26 Nov, 2021 @ 10:30
3 mins read

ANALYSIS: Spain’s clergy downplays its legacy of sexual abuse

Photo by Saint John's Seminary on Unsplash
Photo by Saint John's Seminary on Unsplash

CLEANLINESS might be next to godliness but Spain’s Catholic Church ignores demands from sexual abuse victims to air their dirty washing in public

Spain’s Catholic Church has refused to launch an independent inquiry into the shocking sexual abuse carried out within its ranks over the past 70 years, maintaining, “there’s only a few cases,” amounting to “0.8%” of the priesthood.

At the end of a week-long gathering of bishops in Madrid, it stated, “We are not prepared to undertake sociological or statistical investigations. Why is all the focus on the Catholic Church? There are cases in sports federations. Has FIFA or the Spanish Olympic Committee been asked for a general investigation?”

The Church also made the surprising claim that they were frontrunners on tackling the issue.

“We are the first Episcopal Conference in the world to approve a collection of norms with which to deal with cases of sexual abuse against minors and people with impaired reasoning,” Church spokesman, Luis Argüello, declared in a post-convention press conference, though he admitted that none of the victims had been given the space to air their grievances during the gathering.

Spain is the only country in Europe, apart from Italy, to be downplaying the abuse while Portugal has just given the green light for a national investigative commission, and France recently presented the 2,500-page Suavé report, carried out externally but funded by the Church, on murky practises taking place in its inner sanctum, citing at least 216,000 victims of between 2,900 and 3,200 paedophile priests since 1950.

Other countries to have taken the plunge include Belgium, Ireland and Germany, with the US blazing the trail in 2002.

But after the Episcopal Conference’s jamboree, hopes were dashed for more transparency from Spain’s clergy, which hitched its wagon to the dictatorship during the Franco years and appears to still be clinging to a sense of impunity.

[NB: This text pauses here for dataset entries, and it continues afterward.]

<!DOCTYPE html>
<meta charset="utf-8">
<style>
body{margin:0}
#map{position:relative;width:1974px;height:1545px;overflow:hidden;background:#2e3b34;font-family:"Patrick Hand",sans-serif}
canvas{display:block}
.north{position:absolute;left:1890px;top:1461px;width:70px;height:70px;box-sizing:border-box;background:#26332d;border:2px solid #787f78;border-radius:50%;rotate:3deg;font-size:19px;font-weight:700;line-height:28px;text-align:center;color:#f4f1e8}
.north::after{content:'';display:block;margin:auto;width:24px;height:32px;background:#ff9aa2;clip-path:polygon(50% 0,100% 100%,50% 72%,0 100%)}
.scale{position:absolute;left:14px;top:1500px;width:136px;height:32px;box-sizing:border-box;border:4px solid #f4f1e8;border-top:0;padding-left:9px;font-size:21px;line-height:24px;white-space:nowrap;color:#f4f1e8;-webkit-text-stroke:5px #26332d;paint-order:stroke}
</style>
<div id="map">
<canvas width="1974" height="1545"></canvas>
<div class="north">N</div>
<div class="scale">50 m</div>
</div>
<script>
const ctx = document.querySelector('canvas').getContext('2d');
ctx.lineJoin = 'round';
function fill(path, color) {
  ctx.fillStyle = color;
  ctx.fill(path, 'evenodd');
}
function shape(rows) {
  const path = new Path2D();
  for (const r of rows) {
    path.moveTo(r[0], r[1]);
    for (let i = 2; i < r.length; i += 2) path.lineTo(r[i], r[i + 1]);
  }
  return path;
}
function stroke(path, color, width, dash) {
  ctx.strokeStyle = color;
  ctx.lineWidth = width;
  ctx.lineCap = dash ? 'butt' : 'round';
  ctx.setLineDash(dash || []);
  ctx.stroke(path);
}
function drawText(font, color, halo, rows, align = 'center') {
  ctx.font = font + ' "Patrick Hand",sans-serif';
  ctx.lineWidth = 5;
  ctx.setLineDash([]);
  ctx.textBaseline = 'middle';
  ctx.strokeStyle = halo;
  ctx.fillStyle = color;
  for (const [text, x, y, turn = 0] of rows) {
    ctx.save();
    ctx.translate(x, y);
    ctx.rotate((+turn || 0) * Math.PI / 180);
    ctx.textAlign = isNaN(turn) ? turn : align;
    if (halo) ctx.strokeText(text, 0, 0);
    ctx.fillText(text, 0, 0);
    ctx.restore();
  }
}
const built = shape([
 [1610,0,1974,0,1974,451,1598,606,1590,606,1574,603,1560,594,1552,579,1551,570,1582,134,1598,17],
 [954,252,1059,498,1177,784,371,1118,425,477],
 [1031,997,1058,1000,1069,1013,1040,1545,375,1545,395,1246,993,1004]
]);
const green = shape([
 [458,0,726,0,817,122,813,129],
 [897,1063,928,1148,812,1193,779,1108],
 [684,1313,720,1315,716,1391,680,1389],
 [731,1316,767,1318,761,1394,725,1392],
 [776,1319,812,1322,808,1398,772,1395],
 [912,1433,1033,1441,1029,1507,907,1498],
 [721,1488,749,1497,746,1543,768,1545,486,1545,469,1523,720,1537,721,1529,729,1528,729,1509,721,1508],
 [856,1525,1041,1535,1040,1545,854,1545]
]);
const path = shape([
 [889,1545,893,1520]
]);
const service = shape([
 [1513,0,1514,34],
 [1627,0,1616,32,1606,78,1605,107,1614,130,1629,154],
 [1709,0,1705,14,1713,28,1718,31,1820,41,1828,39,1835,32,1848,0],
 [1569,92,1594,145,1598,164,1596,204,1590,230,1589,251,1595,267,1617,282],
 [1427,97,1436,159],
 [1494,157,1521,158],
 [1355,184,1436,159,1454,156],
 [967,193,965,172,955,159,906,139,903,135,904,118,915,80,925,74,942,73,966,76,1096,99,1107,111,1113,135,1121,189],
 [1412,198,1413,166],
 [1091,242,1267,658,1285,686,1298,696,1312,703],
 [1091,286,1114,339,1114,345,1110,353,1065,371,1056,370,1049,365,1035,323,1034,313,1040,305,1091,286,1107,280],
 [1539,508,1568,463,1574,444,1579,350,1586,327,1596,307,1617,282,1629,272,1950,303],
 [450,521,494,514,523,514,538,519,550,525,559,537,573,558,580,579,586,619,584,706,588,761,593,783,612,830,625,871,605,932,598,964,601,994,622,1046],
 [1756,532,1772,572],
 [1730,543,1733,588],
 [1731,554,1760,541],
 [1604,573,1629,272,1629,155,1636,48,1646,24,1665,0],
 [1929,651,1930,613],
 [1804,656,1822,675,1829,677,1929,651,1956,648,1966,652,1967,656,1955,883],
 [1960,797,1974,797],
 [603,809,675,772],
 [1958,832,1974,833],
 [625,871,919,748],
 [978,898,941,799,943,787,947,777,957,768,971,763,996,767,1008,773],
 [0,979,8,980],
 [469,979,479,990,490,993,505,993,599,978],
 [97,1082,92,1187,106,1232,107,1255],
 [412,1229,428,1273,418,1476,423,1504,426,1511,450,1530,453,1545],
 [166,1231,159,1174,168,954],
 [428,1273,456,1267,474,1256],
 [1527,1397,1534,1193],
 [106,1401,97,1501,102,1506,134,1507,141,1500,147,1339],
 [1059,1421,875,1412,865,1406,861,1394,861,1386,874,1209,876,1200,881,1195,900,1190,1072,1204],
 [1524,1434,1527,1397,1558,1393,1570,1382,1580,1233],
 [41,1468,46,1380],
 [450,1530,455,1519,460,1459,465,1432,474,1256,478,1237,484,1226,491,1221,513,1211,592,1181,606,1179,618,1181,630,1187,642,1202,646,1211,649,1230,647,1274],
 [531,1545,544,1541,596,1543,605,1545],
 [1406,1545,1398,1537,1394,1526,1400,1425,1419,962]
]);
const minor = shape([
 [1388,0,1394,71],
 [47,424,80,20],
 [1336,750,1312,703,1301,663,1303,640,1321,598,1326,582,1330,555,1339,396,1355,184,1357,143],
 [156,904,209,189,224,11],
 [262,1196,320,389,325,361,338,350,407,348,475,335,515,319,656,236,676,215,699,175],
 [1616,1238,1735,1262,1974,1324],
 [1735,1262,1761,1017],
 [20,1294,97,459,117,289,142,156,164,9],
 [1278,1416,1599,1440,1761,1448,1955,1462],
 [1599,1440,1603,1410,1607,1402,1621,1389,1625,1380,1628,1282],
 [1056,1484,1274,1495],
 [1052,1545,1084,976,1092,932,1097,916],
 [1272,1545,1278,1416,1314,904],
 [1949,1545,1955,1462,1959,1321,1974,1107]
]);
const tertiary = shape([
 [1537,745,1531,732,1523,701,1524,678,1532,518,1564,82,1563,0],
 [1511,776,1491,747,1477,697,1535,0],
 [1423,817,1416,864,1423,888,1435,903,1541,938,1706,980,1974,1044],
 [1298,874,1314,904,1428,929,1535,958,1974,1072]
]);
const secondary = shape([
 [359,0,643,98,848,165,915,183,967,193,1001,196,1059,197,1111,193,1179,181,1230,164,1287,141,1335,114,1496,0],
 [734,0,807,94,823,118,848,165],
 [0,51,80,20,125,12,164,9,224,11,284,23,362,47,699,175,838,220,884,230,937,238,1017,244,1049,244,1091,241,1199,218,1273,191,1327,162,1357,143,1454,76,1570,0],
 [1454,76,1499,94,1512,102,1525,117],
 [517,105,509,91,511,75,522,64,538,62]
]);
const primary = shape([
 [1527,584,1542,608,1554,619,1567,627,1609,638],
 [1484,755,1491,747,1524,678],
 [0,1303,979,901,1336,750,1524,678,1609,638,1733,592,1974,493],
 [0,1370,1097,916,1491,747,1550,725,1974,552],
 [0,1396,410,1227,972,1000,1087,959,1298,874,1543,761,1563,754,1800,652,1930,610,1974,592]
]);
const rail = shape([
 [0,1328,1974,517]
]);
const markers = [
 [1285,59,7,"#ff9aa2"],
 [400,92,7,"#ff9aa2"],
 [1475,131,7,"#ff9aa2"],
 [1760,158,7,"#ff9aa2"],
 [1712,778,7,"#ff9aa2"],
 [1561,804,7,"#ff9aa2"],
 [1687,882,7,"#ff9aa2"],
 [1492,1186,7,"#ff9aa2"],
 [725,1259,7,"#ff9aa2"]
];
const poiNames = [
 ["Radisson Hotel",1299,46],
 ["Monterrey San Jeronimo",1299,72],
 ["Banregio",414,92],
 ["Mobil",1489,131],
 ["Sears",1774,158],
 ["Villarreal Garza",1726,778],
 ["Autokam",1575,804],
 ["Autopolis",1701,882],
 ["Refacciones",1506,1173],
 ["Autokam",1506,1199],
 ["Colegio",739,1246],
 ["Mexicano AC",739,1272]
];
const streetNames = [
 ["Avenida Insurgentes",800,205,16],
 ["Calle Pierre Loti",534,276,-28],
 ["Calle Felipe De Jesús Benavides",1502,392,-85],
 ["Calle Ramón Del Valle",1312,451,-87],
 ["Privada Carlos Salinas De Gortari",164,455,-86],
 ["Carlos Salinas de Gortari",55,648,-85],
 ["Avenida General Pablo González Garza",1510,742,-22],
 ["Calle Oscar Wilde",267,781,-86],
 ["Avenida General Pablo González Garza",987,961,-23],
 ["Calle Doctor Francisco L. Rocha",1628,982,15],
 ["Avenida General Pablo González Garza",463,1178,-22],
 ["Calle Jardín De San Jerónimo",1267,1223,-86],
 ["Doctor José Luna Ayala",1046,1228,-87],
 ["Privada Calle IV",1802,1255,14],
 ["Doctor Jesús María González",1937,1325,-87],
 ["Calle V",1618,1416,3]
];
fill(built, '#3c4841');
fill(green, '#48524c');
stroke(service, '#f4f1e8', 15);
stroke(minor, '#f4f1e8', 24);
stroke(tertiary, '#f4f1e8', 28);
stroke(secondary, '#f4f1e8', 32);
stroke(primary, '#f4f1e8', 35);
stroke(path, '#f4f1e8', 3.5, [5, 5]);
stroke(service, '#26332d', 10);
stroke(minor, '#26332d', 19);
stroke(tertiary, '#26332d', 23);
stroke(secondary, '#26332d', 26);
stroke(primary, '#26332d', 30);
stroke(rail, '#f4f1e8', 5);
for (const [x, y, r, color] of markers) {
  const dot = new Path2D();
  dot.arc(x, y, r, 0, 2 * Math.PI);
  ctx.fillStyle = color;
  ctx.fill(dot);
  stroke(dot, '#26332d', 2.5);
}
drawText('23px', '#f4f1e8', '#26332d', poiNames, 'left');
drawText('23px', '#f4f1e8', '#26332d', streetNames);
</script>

“The ecclesiastical hierarchy of Spain should stop committing the sin of arrogance and assume the institution’s responsibilities when it comes to treating the victims and survivors of paedophilia with respect and empathy, providing compensation and reparation for the sake of truth and justice, values that they intend to continue to shun,” the director of the Foundation of Stolen Childhood (ANIR) Juan Cautrecosas told The Olive Press shortly after Argüello delivered the verdict.

The facts and figures within Spain remain conveniently vague, though Cautrecosas is convinced that in reality they mirror those of France. “They are the same if not higher,” he says. “The figure of 0.8% is absolutely false.”

So far, the Church in Spain has revealed that 220 cases have come under internal investigation between 2001 and April 2021 while the Jesuit Order has gone one step further, producing a report admitting to the abuse of 81 minors by 65 Jesuit priests between 1927 and 2020.

But the Spanish Church’s admissions have only served to infuriate the victims and the associations representing them.

“It is shameful and intolerable that they continue to deny the truth,” says Cautrecosas, whose own son suffered sexual abuse in an Opus Dei school in Bilbao in 2010 at the age of 12.

The priest finally got sentenced to 11 years in 2018, which was reduced to two years by the Supreme Court, while the family paid dearly for seeking justice, with threats that drove them out of their home.

But calls for more accountability have fallen on deaf ears, with the Church insisting that victims should approach its own Offices for the Protection of Minors that were set up in March 2020 on the orders of Pope Francis.

According to Argüello, the Church will attend to anyone who comes to these offices, which can be found in each of Spain’s 70 dioceses.

But, as ANIR’s Cautrecosas has been quick to point out, “It is vital to look for organizations other than those in which the damage was done,” adding that, to date, the Church’s Offices for the Protection of Minors have “had very little effect and lack rigour.”

Tellingly, Argüello insists that the offices have received few complaints since they opened a year and a half ago.

In fact, according to the ANIR president, victims have found the press to be a more effective vehicle for getting their stories heard, with El País compiling a data base of 945 victims and 363 cases to date.

“Without the media, many victims wouldn’t have been able to come forward,” says Cautrecosas. “My son was 12 when he was abused. He still suffers from the after-effects of the abuse. It’s not like flu that you can take a paracetamol for.

“When we spoke out, our lives were made impossible, as has been the case for many of the victims in our association.”

Perhaps it’s not surprising the Spanish Church is dragging its feet on an independent investigation, given the damning indictment delivered to representatives of France’s Catholic hierarchy in Lourdes during the presentation of the Suavé report at the start of October.

“You are an embarrassment to our humanity,” François Devaux, director of the victim’s association La Parol Liberee told them.

What is clear is that the Spanish Church’s victims feel abused, first physically by a member of the priesthood, then emotionally by the apparent indifference of an institution that looks loathed to come out from behind its veil of silence.